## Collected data
== Segment start ==

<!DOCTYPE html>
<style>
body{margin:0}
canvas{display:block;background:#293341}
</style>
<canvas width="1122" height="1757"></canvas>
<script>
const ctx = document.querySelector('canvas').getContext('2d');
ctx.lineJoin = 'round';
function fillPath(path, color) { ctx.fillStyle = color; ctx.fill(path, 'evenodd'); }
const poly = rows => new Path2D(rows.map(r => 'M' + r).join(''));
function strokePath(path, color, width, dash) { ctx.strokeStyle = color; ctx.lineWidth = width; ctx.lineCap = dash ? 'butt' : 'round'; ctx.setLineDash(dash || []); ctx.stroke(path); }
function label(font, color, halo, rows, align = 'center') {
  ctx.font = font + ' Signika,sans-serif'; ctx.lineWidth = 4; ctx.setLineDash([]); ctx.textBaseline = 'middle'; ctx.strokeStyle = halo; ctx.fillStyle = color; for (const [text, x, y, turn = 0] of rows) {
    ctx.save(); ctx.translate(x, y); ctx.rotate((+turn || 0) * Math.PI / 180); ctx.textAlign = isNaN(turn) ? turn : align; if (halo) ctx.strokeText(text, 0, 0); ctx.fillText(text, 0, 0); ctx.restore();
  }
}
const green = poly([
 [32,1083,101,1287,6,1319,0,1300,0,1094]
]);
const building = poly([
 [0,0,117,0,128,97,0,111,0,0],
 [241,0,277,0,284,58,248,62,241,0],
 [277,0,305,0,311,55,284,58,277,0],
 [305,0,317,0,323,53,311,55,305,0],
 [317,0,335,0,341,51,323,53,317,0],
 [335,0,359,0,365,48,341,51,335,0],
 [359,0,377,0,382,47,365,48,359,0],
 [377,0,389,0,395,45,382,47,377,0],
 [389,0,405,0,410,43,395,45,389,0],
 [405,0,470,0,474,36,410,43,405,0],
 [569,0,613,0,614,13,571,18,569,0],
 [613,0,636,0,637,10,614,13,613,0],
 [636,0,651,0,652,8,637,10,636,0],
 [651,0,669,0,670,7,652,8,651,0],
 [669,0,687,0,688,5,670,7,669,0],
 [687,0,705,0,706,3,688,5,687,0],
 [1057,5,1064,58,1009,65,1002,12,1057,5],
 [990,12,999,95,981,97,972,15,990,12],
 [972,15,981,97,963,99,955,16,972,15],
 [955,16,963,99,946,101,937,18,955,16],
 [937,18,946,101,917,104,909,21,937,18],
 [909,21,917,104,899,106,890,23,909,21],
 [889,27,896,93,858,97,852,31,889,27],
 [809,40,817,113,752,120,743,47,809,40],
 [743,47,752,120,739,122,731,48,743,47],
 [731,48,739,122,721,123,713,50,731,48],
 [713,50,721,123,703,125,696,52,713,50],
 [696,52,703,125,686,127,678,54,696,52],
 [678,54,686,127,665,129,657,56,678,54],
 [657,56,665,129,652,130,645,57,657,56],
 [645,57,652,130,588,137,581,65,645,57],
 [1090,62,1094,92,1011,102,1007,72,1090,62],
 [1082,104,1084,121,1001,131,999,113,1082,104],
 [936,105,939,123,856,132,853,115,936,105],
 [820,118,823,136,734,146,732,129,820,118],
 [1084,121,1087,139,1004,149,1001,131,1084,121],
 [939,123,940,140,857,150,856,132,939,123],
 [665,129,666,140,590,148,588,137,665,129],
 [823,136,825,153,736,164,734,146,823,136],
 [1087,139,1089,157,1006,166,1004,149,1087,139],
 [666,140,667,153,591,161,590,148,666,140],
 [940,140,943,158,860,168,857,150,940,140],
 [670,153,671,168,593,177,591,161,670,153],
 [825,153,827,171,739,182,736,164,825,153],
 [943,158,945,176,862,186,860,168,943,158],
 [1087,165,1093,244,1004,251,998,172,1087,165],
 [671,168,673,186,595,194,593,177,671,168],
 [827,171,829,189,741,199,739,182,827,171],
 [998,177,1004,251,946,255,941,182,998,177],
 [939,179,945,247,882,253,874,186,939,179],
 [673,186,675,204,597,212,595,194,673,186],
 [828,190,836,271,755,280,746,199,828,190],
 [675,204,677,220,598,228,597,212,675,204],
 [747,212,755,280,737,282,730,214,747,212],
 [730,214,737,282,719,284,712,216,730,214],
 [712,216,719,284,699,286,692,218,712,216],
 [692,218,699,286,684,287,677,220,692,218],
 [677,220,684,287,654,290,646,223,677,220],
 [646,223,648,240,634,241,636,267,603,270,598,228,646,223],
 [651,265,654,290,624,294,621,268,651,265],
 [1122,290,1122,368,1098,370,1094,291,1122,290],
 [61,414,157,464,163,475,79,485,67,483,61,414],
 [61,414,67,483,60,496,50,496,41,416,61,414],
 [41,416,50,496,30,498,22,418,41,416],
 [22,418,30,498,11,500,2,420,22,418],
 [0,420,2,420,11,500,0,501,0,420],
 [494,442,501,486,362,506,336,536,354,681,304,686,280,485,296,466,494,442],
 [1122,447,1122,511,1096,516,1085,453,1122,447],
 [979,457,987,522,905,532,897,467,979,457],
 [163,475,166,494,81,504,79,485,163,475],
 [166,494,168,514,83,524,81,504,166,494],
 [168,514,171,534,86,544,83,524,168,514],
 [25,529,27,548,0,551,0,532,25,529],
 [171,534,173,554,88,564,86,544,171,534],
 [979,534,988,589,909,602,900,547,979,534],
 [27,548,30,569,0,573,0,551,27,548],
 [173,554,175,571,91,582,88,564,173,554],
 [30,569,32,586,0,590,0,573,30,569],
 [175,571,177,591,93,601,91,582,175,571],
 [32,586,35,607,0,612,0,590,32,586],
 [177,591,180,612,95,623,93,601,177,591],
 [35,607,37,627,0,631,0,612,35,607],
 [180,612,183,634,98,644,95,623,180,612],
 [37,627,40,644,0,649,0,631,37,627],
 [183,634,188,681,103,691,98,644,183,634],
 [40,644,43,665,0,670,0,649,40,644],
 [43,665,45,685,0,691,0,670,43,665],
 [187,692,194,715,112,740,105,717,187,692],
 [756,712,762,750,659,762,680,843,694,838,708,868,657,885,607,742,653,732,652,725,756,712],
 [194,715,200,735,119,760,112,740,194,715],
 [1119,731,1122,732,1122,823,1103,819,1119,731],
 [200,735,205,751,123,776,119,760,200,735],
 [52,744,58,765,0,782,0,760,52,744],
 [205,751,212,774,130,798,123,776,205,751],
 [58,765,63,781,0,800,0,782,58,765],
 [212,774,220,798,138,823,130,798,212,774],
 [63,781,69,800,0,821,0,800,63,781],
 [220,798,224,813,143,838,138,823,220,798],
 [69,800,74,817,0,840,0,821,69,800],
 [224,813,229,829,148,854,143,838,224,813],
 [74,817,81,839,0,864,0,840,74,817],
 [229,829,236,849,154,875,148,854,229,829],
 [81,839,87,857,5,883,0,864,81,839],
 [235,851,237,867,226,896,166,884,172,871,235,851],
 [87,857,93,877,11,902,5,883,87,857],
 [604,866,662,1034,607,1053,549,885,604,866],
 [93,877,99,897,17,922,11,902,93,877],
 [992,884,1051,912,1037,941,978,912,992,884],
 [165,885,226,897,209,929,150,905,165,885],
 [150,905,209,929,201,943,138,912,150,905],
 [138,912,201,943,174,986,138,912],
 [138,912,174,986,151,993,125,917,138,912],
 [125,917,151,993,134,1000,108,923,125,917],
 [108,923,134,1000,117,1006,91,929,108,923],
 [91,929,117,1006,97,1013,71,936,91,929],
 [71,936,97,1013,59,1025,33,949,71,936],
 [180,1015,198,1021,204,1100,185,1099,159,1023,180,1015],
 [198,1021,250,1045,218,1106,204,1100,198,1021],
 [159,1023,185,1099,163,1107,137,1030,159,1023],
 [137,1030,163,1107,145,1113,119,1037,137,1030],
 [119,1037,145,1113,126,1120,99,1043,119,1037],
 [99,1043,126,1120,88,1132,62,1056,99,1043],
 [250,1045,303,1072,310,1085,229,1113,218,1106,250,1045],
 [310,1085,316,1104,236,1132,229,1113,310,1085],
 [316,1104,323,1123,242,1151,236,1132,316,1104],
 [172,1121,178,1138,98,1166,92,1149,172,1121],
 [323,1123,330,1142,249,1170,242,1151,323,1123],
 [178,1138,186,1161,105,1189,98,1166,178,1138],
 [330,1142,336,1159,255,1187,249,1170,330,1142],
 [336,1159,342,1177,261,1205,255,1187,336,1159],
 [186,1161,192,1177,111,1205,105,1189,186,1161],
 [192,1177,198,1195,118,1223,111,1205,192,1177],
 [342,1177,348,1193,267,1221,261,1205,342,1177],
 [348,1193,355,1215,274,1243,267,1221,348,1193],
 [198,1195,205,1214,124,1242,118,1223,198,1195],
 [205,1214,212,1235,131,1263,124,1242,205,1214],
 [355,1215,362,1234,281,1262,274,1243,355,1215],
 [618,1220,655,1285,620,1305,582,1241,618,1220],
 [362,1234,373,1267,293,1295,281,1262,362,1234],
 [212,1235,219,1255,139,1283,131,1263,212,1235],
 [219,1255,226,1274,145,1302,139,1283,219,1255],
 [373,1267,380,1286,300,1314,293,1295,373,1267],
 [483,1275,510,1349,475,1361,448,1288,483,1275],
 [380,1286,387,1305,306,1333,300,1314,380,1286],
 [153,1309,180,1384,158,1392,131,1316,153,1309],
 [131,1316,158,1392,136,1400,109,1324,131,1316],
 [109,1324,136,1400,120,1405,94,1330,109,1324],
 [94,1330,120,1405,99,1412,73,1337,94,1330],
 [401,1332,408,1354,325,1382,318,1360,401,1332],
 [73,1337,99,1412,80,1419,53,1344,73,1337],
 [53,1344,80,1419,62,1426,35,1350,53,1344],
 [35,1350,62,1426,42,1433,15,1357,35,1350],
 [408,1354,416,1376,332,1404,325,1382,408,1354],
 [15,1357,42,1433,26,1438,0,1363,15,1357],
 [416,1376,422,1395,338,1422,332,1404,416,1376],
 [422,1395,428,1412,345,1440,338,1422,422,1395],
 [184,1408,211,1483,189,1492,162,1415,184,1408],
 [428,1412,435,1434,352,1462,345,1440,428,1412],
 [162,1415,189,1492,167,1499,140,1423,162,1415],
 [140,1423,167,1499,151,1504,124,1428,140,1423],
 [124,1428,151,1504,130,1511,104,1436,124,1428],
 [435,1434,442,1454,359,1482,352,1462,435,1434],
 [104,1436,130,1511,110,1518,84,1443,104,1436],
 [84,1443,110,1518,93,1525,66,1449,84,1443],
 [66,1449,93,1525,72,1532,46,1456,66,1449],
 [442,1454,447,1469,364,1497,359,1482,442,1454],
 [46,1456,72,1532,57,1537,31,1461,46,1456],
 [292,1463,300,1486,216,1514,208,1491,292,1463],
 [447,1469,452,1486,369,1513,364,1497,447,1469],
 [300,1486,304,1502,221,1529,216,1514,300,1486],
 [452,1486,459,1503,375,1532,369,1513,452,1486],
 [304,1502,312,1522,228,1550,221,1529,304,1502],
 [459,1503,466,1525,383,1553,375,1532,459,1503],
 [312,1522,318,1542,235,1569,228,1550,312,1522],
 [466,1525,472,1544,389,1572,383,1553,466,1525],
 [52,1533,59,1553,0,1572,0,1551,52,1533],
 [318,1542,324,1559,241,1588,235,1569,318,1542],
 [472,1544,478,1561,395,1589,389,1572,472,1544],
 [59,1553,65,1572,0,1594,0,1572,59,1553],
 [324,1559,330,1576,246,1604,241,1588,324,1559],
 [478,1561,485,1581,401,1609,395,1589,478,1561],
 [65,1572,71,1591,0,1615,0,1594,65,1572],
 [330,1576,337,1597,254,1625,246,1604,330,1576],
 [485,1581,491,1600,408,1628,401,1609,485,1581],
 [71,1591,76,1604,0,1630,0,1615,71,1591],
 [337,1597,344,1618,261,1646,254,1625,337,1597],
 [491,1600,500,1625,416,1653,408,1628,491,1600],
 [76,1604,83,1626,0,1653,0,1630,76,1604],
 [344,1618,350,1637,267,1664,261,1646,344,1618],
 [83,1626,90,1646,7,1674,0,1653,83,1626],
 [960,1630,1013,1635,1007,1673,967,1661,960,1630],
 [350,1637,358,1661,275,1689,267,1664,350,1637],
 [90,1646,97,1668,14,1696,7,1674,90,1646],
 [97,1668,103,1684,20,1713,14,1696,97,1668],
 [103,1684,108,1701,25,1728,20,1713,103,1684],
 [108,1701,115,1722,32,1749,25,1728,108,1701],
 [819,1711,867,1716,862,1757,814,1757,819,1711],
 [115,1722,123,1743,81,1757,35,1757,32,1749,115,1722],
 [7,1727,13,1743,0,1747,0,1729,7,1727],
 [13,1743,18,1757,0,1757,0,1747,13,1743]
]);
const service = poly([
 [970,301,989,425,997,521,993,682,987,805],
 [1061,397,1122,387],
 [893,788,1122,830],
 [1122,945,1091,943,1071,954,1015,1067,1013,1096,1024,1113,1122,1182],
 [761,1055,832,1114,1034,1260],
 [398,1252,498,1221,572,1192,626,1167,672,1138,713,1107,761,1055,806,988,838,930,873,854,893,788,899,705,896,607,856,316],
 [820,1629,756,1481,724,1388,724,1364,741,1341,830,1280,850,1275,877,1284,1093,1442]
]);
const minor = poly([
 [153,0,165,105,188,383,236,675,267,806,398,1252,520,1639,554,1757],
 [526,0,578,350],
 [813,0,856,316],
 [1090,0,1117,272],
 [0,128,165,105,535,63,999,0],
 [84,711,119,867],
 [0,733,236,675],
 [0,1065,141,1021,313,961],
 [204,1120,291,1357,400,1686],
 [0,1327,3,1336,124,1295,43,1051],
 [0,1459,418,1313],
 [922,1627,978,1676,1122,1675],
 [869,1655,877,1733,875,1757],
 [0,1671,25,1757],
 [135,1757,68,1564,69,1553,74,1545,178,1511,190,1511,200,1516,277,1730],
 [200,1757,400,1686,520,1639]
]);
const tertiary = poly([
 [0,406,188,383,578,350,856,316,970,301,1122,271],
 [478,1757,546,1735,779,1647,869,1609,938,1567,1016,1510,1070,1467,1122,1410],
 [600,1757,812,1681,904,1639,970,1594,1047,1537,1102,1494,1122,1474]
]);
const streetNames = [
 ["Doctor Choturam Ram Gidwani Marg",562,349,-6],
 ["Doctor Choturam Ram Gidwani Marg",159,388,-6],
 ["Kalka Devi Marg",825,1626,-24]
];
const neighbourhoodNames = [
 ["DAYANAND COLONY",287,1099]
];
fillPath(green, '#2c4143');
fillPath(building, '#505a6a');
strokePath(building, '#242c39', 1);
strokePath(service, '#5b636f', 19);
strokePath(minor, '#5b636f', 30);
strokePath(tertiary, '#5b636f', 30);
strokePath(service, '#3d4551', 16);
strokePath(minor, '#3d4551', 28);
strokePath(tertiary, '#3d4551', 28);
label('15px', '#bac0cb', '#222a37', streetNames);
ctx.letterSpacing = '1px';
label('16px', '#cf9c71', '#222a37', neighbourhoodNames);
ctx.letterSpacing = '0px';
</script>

== Segment end ==

## Task
Go through the entries above and copy out every line that includes the word "canvas".

## Answer box
canvas{display:block;background:#293341}
<canvas width="1122" height="1757"></canvas>
const ctx = document.querySelector('canvas').getContext('2d');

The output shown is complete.